FANCY a robot making your omelette in the morning and serving a fresh coffee along with it for a breakfast in bed? This may be possible in the near future, as businesses like Kurve Automation are increasingly using robots to automate processes that can otherwise be done only by a human.
Kurve aims to provide inexpensive, efficient and simple customised solutions for small-scale food manufacturing processes. It focuses on applying Universal Robots, a robotic arm developed in Denmark, to the production line.
Kurve has secured only one contract so far, with Komala's Restaurants, where a robot is used to make dosai with greater precision and speed than a human operator. For this project, Kurve director Hui Wing Feh personally went to his client's kitchen to learn how to make dosai.
Mr Hui takes it upon himself to find innovative, easy and practical solutions to save money and increase productivity for his clients. When he visited Komala's kitchen, he found that making dosai requires a great deal of precision in spreading the batter - which can be achieved much more easily with robots.
Aside from using robotics in food automation, plans to introduce the use of robots in F&B services firms are also in the pipeline.
Although he is only just starting out in the robotics business, Mr Hui has big dreams for his company. He is optimistic that business will pick up in the coming year, forecasting a profit of S$2 million for this year - a fourfold increase from its revenue of S$500,000 in 2015. This is because after securing its position as an authorised distributor of Universal Robots early this year, Mr Hui is looking to secure more contracts.
With the distributorship of Universal Robots, Kurve is able to create prototypes to present to clients by simply tweaking and programming the robot, said Mr Hui. "This helps to improve our credibility, because our clients trust us more when we can show them a prototype that is already 90 per cent workable, almost ready to go."
In line with its leader's passion for educating the next generation, Kurve has teamed up with STEM Inc to co-develop a robotics workshop. STEM Inc is a unit of Science Centre Singapore that opened in 2014, which provides resources targeted at secondary school students to foster interest in STEM (Science, Technology, Engineering, and Mathematics). Mr Hui hopes that this robotics workshop will infuse the design thinking skills that he also uses frequently in his business. This aims to encourage students to use easy and practical ways to solve real-world problems.

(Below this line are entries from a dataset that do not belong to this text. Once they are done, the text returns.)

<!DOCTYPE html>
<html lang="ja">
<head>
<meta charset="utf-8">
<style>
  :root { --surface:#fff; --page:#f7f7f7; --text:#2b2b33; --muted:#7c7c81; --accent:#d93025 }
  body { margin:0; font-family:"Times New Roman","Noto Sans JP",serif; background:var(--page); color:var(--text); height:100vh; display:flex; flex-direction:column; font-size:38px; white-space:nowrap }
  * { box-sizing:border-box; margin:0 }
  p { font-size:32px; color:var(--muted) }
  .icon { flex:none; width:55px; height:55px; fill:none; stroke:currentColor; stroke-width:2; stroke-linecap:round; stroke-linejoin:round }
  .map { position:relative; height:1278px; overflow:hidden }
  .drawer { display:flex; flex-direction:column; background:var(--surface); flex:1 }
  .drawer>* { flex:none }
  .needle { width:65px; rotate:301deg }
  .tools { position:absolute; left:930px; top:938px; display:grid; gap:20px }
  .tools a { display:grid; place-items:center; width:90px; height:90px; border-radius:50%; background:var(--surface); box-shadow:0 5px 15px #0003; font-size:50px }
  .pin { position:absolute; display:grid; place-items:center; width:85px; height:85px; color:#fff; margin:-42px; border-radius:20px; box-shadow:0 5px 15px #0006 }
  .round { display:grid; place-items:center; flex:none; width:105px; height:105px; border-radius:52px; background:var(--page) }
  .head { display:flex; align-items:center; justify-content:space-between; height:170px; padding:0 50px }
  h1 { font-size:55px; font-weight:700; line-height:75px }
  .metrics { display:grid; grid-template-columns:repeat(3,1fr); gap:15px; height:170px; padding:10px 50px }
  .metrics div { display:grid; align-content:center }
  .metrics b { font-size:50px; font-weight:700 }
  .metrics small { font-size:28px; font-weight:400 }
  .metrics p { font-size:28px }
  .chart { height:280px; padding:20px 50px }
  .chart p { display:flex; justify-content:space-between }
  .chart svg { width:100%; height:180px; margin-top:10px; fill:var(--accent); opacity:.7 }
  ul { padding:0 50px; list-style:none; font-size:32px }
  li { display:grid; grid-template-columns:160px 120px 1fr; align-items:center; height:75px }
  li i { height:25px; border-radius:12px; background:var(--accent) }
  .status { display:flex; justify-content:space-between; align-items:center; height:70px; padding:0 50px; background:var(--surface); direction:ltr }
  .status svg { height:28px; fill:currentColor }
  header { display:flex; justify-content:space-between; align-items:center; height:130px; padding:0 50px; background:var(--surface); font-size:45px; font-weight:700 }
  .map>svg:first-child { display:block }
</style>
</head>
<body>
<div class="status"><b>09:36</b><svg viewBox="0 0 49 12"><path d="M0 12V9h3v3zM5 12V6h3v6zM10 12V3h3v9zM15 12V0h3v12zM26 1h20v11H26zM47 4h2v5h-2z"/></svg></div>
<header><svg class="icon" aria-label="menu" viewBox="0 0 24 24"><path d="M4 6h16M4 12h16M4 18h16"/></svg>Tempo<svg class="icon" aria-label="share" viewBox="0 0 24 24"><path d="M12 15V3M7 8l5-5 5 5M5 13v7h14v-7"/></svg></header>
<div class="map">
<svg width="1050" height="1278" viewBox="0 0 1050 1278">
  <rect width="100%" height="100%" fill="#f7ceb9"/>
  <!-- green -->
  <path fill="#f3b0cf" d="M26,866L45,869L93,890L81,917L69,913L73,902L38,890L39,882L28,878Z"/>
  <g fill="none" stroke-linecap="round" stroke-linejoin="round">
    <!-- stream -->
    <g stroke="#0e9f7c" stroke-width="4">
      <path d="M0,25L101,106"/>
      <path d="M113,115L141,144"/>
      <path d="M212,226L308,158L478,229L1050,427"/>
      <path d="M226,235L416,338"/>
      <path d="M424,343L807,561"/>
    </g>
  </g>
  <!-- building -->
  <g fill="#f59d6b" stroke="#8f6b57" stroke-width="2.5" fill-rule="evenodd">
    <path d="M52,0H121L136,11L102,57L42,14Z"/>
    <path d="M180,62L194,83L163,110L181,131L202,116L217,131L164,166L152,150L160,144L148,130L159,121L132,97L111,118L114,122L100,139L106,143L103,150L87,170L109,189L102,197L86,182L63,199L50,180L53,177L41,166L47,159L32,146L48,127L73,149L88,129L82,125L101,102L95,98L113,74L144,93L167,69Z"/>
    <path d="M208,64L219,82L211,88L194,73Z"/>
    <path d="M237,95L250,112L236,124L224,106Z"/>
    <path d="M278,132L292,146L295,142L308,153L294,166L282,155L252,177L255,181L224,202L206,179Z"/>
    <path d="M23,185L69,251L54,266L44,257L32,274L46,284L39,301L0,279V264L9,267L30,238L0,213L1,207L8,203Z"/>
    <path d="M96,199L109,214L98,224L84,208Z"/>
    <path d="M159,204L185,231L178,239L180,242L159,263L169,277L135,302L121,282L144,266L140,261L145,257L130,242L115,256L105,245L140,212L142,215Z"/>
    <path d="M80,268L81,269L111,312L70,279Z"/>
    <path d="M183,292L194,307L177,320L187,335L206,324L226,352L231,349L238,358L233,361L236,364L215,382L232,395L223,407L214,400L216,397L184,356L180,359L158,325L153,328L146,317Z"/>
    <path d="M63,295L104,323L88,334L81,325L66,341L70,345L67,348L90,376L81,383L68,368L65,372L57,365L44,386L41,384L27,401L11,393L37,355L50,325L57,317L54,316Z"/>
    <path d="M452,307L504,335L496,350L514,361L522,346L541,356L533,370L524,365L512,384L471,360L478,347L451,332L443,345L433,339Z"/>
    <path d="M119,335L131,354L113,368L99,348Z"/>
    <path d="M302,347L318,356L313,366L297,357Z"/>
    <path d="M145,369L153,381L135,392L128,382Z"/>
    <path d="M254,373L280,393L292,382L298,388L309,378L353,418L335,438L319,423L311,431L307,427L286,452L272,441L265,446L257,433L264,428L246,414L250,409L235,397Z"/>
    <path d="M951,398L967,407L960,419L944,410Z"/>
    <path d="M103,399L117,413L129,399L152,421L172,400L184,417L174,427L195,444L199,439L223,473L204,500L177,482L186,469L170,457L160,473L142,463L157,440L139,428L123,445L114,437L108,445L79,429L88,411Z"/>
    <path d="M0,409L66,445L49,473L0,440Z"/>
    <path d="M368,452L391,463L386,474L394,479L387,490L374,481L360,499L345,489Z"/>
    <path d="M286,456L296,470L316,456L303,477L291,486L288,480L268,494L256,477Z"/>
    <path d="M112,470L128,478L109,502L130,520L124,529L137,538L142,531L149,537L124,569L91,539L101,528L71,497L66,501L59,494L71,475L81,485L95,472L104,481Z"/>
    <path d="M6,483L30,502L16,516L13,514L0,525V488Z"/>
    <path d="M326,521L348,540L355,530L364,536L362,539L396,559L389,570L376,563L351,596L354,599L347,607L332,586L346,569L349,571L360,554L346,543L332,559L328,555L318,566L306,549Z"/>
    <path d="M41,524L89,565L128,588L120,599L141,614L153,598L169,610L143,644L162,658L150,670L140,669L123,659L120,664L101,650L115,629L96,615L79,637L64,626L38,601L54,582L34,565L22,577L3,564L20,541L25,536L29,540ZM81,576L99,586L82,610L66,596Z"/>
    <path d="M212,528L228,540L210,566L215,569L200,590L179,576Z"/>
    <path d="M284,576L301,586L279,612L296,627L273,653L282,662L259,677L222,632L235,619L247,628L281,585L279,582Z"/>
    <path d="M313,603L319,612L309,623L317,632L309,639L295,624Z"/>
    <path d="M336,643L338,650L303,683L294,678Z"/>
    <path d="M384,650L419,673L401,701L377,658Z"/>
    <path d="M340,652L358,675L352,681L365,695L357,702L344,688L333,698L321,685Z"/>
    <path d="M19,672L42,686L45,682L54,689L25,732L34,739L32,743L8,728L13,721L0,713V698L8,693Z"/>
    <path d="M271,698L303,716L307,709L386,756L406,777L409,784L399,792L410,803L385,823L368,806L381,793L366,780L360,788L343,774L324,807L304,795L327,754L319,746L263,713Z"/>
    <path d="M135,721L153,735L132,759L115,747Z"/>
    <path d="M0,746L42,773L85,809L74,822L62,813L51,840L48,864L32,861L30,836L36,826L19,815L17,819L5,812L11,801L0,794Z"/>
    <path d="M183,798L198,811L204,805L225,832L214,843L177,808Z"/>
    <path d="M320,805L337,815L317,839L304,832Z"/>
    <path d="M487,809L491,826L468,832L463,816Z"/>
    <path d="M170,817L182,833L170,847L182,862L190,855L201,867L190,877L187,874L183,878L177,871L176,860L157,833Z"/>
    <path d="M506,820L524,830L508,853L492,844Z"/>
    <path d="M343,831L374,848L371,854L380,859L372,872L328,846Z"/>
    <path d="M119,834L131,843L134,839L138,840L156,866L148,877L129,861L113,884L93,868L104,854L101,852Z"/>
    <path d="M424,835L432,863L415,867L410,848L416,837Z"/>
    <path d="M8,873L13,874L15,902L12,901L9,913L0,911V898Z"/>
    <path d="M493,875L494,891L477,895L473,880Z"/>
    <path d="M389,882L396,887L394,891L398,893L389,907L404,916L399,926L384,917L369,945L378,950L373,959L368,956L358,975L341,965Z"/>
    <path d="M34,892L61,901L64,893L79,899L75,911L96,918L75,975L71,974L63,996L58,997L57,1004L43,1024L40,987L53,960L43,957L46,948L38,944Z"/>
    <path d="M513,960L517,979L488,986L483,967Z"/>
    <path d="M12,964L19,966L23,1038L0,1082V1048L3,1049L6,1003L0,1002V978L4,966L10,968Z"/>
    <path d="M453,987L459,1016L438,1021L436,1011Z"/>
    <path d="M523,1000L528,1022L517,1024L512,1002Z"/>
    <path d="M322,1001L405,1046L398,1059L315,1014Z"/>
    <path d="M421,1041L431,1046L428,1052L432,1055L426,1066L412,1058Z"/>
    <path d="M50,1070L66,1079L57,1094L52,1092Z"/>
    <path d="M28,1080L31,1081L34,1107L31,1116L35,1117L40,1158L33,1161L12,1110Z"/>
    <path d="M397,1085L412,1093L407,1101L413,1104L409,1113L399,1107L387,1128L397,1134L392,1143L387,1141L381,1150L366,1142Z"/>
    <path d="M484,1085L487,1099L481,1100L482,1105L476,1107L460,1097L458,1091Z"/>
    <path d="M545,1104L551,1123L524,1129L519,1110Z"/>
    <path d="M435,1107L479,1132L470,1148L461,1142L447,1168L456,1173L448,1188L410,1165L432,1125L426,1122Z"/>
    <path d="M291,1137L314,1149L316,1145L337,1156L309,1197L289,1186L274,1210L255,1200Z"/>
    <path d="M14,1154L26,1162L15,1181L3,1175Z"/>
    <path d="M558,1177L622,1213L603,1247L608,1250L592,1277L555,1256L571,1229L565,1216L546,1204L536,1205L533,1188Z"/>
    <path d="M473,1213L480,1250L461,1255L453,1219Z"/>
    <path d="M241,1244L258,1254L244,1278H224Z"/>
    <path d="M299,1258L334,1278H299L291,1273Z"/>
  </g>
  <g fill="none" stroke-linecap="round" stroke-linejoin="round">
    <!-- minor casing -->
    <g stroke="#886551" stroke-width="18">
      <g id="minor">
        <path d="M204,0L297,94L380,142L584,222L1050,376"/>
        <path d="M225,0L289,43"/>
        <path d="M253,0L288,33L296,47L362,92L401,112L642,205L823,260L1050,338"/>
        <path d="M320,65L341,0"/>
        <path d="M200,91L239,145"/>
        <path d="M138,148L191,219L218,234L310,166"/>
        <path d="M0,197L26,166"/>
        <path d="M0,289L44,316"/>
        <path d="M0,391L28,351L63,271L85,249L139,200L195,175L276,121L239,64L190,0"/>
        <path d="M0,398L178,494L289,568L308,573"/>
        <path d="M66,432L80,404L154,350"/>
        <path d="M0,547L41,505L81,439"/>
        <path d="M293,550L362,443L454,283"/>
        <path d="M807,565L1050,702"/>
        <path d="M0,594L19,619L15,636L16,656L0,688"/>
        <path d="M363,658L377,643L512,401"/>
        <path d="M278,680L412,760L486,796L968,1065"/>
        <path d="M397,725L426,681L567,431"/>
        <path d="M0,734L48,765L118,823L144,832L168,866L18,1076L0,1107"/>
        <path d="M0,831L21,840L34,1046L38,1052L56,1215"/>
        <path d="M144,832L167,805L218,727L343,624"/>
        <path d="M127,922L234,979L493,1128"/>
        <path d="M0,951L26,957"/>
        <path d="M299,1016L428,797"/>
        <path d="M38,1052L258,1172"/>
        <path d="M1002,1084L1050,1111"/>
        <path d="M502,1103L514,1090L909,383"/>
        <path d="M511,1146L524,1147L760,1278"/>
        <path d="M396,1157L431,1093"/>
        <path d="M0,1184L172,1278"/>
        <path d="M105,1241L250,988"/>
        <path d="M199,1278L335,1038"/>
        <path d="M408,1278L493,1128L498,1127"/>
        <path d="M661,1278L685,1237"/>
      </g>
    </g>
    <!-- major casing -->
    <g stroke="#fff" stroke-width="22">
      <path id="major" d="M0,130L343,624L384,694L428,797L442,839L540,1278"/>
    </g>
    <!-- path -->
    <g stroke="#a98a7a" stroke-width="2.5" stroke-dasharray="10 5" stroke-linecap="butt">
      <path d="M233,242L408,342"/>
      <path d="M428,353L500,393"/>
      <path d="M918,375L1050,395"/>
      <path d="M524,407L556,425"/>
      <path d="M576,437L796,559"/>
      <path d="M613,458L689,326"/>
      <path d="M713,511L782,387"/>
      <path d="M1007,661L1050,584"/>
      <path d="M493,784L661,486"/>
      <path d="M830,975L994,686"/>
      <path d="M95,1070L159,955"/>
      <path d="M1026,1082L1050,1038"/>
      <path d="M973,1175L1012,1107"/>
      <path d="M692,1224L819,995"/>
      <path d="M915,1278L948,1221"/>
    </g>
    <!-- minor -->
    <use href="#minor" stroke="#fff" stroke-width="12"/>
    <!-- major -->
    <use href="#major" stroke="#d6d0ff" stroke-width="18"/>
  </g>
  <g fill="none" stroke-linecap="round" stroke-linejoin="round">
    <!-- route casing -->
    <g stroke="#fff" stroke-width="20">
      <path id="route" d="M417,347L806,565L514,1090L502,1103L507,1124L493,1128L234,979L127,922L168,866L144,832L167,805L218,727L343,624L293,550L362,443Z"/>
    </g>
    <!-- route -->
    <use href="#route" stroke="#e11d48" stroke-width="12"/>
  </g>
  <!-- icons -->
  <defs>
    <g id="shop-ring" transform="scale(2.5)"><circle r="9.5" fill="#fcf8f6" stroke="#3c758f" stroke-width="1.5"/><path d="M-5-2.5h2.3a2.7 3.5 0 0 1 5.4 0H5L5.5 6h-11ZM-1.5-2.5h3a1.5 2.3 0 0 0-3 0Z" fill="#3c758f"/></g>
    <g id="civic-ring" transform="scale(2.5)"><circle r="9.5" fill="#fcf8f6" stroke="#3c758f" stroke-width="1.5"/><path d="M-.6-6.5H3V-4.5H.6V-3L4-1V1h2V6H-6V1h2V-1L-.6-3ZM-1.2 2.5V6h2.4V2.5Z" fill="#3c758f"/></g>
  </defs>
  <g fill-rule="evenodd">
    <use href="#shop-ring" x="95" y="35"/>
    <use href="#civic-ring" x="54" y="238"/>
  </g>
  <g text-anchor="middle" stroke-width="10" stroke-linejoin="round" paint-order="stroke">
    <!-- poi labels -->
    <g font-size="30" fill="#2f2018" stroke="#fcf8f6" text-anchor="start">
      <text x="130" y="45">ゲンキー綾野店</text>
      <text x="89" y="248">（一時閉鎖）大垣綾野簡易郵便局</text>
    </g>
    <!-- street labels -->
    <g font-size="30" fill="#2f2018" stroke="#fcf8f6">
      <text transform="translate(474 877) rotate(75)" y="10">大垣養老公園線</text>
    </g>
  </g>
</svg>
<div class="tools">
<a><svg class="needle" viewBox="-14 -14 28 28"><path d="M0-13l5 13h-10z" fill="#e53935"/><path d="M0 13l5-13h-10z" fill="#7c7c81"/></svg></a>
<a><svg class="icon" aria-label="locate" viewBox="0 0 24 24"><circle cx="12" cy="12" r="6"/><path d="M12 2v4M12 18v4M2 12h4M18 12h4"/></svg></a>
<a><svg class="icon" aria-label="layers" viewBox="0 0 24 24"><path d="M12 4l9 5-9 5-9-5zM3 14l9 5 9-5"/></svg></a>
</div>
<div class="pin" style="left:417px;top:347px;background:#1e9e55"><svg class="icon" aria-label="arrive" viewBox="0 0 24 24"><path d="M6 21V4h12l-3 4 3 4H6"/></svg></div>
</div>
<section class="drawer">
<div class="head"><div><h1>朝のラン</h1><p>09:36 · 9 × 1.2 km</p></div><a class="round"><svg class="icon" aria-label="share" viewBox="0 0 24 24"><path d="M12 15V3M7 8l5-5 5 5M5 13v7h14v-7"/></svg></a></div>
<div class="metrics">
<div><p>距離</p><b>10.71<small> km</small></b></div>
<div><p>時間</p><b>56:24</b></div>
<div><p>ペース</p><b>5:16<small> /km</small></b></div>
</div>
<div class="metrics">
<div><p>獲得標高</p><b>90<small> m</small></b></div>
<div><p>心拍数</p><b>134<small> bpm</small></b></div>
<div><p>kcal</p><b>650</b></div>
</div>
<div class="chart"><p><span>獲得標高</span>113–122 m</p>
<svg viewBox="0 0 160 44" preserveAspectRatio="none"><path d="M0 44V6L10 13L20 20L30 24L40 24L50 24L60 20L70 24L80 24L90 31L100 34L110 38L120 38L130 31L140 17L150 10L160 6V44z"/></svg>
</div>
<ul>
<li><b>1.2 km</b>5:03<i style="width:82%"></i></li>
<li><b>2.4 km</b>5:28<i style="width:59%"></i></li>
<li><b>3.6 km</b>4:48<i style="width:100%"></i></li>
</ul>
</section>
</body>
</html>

Setting up this business was certainly no walk in the park. Kurve is not unfamiliar with the difficulties faced by any startup in Singapore, such as the initial challenge of building a reputation, and also the costs incurred experimenting with different designs that failed during its initial years.

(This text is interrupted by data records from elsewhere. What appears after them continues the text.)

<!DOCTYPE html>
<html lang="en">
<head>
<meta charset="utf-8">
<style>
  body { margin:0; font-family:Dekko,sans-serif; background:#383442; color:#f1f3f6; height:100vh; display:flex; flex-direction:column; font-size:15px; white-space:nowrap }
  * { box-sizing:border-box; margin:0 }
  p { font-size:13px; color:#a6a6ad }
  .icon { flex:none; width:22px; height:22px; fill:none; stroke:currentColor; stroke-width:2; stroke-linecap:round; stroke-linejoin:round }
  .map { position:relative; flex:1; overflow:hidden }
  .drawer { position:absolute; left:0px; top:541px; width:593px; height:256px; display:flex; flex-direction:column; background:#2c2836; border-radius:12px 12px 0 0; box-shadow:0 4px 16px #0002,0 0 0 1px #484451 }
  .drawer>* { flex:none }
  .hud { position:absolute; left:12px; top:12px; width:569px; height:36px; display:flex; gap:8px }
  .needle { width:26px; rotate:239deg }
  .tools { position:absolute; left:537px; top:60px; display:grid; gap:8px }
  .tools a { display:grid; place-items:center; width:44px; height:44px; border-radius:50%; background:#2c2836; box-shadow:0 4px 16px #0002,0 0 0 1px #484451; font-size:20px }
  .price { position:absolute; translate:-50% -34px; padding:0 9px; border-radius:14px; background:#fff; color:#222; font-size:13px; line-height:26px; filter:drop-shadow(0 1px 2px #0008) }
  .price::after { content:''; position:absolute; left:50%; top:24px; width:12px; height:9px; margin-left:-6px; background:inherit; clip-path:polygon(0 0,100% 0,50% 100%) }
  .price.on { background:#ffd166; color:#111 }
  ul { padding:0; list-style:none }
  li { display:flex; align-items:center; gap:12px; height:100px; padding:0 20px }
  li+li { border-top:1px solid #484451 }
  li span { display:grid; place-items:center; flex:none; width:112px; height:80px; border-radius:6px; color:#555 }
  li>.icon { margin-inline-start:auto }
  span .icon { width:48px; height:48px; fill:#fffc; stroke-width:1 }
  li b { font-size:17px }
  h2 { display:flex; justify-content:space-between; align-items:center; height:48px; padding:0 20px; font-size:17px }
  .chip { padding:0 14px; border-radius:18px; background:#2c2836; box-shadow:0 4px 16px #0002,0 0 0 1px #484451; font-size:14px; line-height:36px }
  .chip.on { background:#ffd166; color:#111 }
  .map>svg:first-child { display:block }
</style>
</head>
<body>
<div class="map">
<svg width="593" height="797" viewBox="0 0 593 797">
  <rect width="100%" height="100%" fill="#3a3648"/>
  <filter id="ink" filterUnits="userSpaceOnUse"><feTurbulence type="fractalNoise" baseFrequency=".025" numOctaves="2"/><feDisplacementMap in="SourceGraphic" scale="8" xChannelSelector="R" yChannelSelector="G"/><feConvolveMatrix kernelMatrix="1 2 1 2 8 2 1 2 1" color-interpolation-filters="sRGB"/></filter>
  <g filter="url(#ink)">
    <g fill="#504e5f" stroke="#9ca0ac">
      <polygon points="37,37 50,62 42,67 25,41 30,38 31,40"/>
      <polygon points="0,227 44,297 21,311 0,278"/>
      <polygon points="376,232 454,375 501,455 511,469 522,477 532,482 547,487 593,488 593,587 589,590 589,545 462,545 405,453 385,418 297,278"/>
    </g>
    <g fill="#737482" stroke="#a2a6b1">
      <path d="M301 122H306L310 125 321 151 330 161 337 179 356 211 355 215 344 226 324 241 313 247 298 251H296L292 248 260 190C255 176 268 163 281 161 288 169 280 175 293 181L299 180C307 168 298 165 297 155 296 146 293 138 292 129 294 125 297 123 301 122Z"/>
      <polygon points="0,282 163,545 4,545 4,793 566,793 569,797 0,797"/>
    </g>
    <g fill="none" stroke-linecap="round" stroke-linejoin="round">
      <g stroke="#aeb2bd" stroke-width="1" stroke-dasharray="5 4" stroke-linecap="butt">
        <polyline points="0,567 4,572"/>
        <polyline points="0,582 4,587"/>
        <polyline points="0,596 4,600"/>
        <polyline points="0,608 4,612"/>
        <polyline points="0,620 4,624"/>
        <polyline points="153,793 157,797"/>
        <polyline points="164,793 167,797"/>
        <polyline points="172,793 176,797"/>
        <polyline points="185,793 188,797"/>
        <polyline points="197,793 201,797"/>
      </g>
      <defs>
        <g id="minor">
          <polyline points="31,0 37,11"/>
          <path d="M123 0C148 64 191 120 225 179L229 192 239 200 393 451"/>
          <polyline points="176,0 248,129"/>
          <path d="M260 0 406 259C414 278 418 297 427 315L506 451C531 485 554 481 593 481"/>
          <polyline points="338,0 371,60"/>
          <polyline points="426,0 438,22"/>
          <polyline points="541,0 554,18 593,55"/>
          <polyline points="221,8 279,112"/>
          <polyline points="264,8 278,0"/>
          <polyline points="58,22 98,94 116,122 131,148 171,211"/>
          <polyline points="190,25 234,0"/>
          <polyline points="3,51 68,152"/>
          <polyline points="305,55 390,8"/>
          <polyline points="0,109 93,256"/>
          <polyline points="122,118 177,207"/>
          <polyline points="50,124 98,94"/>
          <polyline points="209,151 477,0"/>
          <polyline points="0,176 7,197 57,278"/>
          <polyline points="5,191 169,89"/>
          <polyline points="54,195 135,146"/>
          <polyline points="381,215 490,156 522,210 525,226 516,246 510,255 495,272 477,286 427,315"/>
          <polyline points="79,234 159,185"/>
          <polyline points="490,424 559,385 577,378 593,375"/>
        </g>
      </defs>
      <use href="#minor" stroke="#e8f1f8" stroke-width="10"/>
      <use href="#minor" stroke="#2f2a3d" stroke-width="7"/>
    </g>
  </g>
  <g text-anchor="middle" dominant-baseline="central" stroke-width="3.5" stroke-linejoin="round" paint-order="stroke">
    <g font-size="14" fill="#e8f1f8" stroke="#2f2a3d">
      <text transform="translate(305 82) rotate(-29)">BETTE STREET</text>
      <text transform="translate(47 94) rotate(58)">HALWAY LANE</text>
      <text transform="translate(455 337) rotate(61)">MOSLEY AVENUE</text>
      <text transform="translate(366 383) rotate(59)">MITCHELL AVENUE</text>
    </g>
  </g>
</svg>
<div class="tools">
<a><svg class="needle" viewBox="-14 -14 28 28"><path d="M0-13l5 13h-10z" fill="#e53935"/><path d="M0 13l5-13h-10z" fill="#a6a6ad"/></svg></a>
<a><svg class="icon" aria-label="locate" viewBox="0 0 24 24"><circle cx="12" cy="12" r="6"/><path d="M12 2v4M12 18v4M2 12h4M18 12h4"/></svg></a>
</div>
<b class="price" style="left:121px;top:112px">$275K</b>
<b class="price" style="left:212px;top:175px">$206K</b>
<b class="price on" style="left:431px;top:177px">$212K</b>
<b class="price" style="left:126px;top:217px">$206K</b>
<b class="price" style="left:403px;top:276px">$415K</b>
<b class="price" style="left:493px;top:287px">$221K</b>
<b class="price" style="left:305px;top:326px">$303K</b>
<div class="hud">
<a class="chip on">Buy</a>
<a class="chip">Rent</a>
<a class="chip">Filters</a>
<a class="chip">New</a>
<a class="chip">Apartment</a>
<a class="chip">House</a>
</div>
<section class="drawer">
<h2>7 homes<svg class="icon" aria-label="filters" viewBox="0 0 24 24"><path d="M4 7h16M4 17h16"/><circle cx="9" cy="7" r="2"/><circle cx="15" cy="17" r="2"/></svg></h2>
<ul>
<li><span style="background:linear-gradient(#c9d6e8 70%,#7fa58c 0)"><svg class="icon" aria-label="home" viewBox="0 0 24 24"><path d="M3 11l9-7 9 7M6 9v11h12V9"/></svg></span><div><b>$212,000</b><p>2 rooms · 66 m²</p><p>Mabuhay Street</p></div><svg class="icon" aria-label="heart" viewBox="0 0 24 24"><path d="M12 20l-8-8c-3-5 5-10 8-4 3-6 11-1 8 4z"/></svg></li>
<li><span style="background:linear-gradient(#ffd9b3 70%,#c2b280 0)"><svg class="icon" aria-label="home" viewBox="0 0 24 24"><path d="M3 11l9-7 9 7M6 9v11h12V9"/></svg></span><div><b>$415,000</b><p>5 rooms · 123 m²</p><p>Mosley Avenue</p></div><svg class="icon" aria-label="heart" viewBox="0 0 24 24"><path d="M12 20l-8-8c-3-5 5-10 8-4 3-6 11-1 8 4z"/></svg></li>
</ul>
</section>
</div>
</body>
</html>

Describing his business as a "journey", Mr Hui said Kurve did not start off specialising in robotics. Rather, it focused on industrial design, and worked on projects such as a model of the Marina Barrage dam and design of window shade systems for a condominium.
Over time, as Mr Hui felt that the market was too small, Kurve ventured into automation, before settling on its current focus of using robots to create solutions for its clients. Speaking from personal experience, Mr Hui urges new startup companies to find a balance between business development and focus.
"Even if the initial idea sounds amazing, it is important to network and develop the idea as you go along," said Mr Hui, as Kurve developed its focus on robotic solutions only after a few years in business.
"It is good to start a business so you can network, explore new things and then improve your capability."